■ AIM OF THE TASK ■
Count each line below that has the word "function" in it, and give only the total.

*** Block opens ***

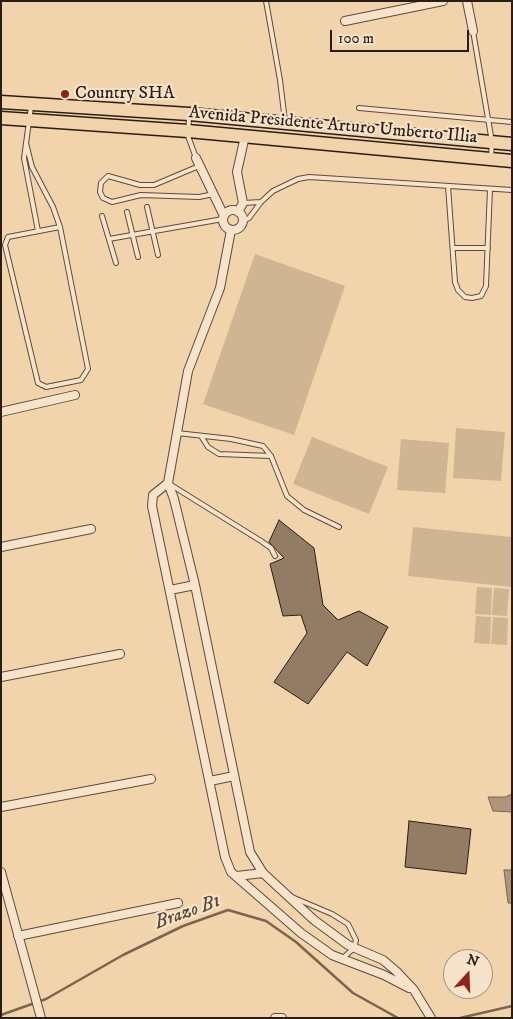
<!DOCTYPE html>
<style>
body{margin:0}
#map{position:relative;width:513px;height:1019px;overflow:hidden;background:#f2d4ac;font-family:"IM FELL DW Pica",serif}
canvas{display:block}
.frame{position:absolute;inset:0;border:2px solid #2c1c16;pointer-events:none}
.north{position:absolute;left:443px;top:949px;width:50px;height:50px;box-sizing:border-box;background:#f7e3c9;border:1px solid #a69381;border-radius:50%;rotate:20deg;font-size:14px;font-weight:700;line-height:20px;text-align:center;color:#2c1c16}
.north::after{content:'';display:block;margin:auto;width:18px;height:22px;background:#8f2418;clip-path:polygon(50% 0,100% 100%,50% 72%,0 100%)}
.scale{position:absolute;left:330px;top:30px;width:139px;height:22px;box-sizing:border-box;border:2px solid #2c1c16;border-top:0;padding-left:6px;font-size:15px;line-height:18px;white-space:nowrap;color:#2c1c16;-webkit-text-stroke:4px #f7e3c9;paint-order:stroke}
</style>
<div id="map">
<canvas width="513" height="1019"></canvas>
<div class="frame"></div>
<div class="north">N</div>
<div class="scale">100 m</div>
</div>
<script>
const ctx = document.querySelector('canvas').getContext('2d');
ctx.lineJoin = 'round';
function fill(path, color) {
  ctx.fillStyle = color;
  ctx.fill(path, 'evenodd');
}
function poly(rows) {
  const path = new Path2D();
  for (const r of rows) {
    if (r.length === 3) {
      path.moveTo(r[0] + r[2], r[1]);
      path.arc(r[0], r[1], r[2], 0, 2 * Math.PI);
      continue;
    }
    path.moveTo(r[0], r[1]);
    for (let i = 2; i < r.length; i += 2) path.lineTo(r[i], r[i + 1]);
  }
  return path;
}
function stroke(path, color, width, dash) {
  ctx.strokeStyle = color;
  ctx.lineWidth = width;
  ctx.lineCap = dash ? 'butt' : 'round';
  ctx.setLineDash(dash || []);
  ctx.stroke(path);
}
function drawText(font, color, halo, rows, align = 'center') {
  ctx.font = font + ' "IM FELL DW Pica",serif';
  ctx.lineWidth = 4.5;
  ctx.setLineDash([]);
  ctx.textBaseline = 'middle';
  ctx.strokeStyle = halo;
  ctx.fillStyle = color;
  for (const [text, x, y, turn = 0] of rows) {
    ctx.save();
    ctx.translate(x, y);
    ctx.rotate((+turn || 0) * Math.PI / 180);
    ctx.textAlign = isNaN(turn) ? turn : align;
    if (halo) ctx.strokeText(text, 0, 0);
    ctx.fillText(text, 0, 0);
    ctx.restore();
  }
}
fill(poly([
 [255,254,345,286,294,435,203,404],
 [456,428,505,432,501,481,453,478],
 [312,437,388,467,369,514,293,484],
 [401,439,449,443,445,493,397,490],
 [413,527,512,537,512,587,408,576],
 [477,587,492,588,491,615,475,614],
 [494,588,509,589,507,616,492,615],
 [476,616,491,617,490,644,474,643],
 [493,617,508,618,507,645,491,644]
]), '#d0b592');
const water = poly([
 [512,794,512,812,493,811,488,797,505,797,512,794],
 [504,870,512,870,512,903,508,903,504,870]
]);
fill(water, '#af9579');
stroke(water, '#7b6551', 1);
stroke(poly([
 [1,1015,46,999,123,955,183,926,228,910,266,921,296,942,353,993,398,1018],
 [460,1018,512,1006]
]), '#7b6551', 2.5);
const building = poly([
 [279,520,314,548,323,605,338,620,359,611,388,627,367,666,347,652,308,704,274,682,307,633,301,615,283,616,270,564,284,558,269,542,279,520],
 [409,821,471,829,466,874,405,867,409,821]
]);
fill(building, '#937c64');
stroke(building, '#2c1c16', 1);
const lane = poly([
 [266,1,280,80,285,121],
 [473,31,492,142,491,158],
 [31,107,24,158,38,231],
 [359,108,512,122],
 [189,117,188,136,196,158],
 [26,143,32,167,53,207,60,227,88,369,81,380,46,387,38,383,5,245,8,237,60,227],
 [199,166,154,185,140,185,108,176,101,183,100,192,103,198,112,202,141,195,199,197,214,194],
 [448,186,455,282,458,290,465,297,472,298,481,296,486,286,490,189],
 [243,203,261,202],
 [147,207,158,255],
 [127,212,138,257],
 [102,216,116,263],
 [242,222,249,218,261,202,273,191,298,179,309,177,512,190],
 [109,239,223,219],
 [453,248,488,248],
 [177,433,231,439,263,446,271,456,287,496,304,510,339,527],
 [201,436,208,447,219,454,271,456],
 [171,485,261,541,271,548,275,556],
 [292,897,332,914,348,924,356,940,354,948,343,958]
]);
const street = poly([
 [467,1,473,31],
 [345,21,443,1],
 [196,158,224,216],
 [233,220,10],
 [238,212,243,203,237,172,245,136],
 [231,230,220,288,188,371,168,483,174,499,195,585,250,852,263,873,314,920,348,945,383,960,396,971,414,990,431,1018],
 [1,412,75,395],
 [168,483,153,495,152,506,225,857,231,872,301,933,332,955,384,975,409,988],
 [1,547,91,529],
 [170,590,195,585],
 [1,677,120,654],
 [210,781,234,776],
 [1,807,151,779],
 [1,872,41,1018],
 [237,876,263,873],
 [18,936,178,903],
 [275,1018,282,1018]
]);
const primary = poly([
 [1,102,189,114,512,144],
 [1,118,188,131,512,161]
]);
stroke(lane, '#5e4a3c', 6);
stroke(street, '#5e4a3c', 10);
stroke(primary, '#2c1c16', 15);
stroke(lane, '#f7e3c9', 4);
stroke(street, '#f7e3c9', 8);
stroke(primary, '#f2d4ac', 12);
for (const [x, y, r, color] of [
 [65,94,5,"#8f2418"]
]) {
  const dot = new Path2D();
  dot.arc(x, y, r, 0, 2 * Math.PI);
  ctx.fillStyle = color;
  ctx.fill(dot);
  stroke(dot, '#f7e3c9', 2);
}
drawText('18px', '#2c1c16', '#f7e3c9', [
 ["Country SHA",75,94]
], 'left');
drawText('18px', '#2c1c16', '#f7e3c9', [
 ["Avenida Presidente Arturo Umberto Illia",333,126,5]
]);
drawText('italic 19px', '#5a4639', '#f7e3c9', [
 ["Brazo B1",188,913,-20]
]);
</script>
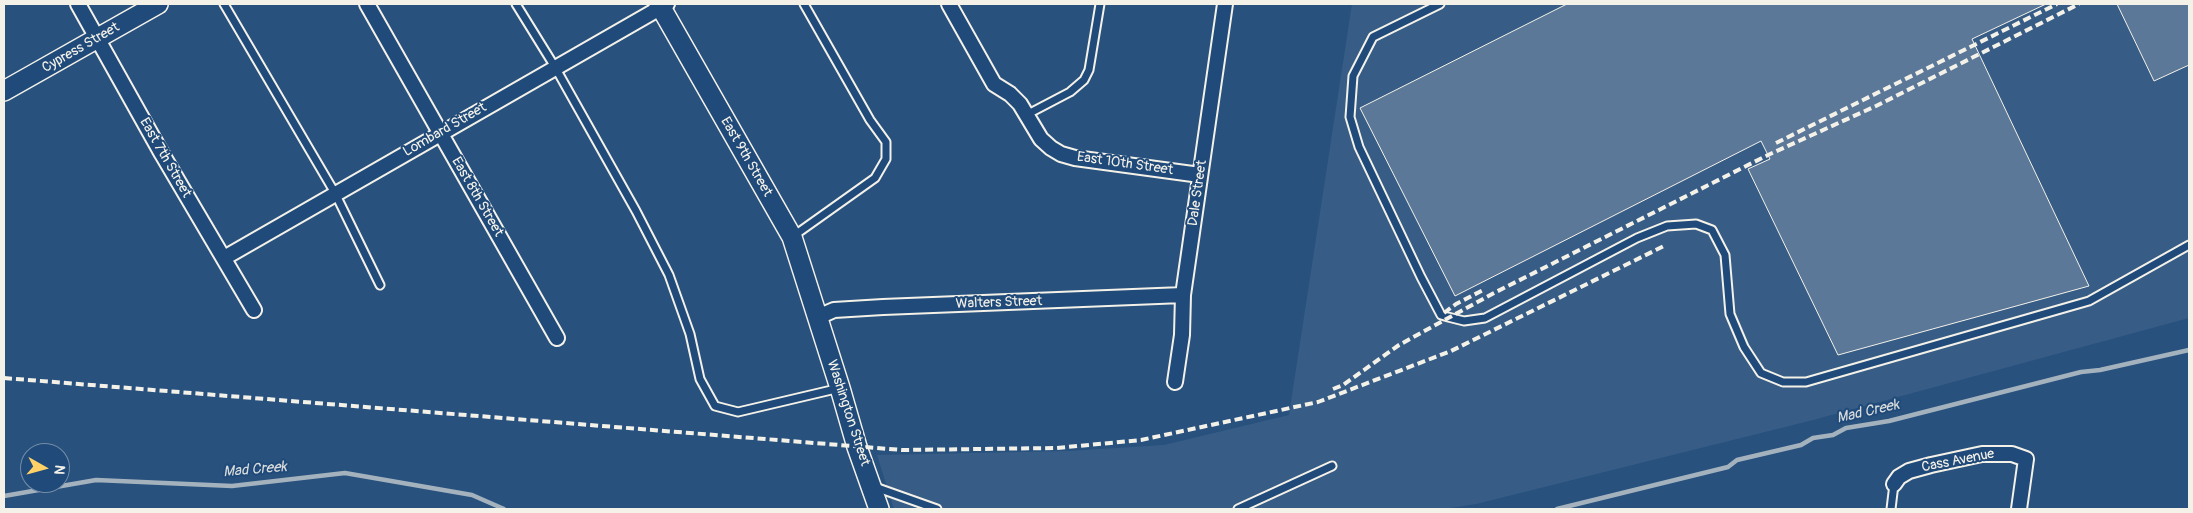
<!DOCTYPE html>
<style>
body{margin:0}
#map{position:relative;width:2193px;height:513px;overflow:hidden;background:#28517e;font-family:Pangolin,sans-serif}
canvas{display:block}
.frame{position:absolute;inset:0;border:5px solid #f4f1e8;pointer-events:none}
.north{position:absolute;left:20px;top:443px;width:50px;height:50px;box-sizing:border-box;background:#1f4a7a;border:1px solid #748da6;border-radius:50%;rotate:97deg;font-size:14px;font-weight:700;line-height:20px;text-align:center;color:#f4f1e8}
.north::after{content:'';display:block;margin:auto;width:18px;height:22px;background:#ffd166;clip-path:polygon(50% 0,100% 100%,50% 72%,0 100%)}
</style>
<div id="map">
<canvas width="2193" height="513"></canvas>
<div class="frame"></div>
<div class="north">N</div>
</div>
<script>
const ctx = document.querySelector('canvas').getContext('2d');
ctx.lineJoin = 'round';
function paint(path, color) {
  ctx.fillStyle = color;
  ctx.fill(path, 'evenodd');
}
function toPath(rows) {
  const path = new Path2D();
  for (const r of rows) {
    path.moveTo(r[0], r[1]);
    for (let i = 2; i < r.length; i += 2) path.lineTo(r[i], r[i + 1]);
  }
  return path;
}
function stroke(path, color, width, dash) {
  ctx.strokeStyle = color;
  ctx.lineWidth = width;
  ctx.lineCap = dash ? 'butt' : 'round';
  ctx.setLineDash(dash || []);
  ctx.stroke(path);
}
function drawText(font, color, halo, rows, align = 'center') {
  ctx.font = font + ' Pangolin,sans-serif';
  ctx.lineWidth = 4;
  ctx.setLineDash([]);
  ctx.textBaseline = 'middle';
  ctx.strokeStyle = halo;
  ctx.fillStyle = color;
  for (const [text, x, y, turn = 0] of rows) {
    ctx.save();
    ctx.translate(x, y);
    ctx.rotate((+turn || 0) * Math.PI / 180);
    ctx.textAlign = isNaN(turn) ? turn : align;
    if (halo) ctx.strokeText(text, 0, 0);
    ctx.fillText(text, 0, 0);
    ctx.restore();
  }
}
const built = toPath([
 [1352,4,2189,4,2189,318,1813,420,1476,504,1444,509,894,509,877,455,1069,451,1164,445,1289,415]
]);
const stream = toPath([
 [4,496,96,480,232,486,345,473,472,495,504,509],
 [1557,509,1728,467,1737,460,1801,445,1813,438,1833,435,1846,428,1889,421,2081,372,2100,370,2189,350]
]);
const building = toPath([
 [1567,4,2046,4,1972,39,2089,286,1838,355,1748,169,1770,159,1761,141,1455,296,1360,108,1567,4],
 [2117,4,2189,4,2189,65,2154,81,2117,4]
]);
const lane = toPath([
 [224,4,335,193,380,285],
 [516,4,555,67,636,211,669,275,690,334,700,379,715,406,738,412,840,388],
 [1440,4,1373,37,1353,76,1350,117,1359,147,1421,277,1441,315,1448,317,1464,321,1485,318,1637,238,1667,226,1696,224,1712,230,1725,255,1730,314,1744,347,1761,373,1783,382,1806,382,2089,301,2189,245],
 [1028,114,1070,92,1084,80,1089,70,1100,4],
 [792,237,875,178,886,159,886,142,870,120,804,4],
 [875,487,937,509],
 [1238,509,1332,466],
 [1891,509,1894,484]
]);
const street = toPath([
 [78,4,162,154,254,310],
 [367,4,557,338],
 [949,4,994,84,1010,94,1020,104,1041,139,1051,148,1061,154,1075,158,1200,175],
 [224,258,667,4],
 [818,317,834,310,883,307,1183,295],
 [1175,382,1182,335,1183,295,1225,4],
 [1894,484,1899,477,1909,471,1931,465,1982,454,2012,454,2026,459,2019,509]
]);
const secondary = toPath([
 [659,4,792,237,840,388,857,447,879,509],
 [4,91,158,4]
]);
const rail = toPath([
 [1776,143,2057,4],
 [1444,313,1456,304,1485,289],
 [4,378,902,450,1057,448,1141,440,1318,402,1451,351,1664,246],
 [1333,389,1343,385,1399,345,1494,293,1768,155,1876,106,2079,4]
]);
const streetNames = [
 ["Cypress Street",81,48,-30],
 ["Lombard Street",445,130,-30],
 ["East 9th Street",746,157,60],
 ["East 7th Street",165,158,60],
 ["East 10th Street",1125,164,8],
 ["Dale Street",1198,193,-82],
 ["East 8th Street",477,197,60],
 ["Walters Street",999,303,-2],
 ["Washington Street",848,413,72],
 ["Cass Avenue",1958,461,-11]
];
const waterNames = [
 ["Mad Creek",1868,412,-13],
 ["Mad Creek",255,470,-5]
];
paint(built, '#375d86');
stroke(stream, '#a4b2be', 4.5);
paint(building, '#5b7899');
stroke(building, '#f4f1e8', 1);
stroke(lane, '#f4f1e8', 11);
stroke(street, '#f4f1e8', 18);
stroke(secondary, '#f4f1e8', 22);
stroke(lane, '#1f4a7a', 7);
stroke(street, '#1f4a7a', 14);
stroke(secondary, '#1f4a7a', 19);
stroke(rail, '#f4f1e8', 4, [8, 4]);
drawText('14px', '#f4f1e8', '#1f4a7a', streetNames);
drawText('italic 15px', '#d9dcda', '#1f4a7a', waterNames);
</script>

*** Block closes ***

■ TASK SOLUTION ■
8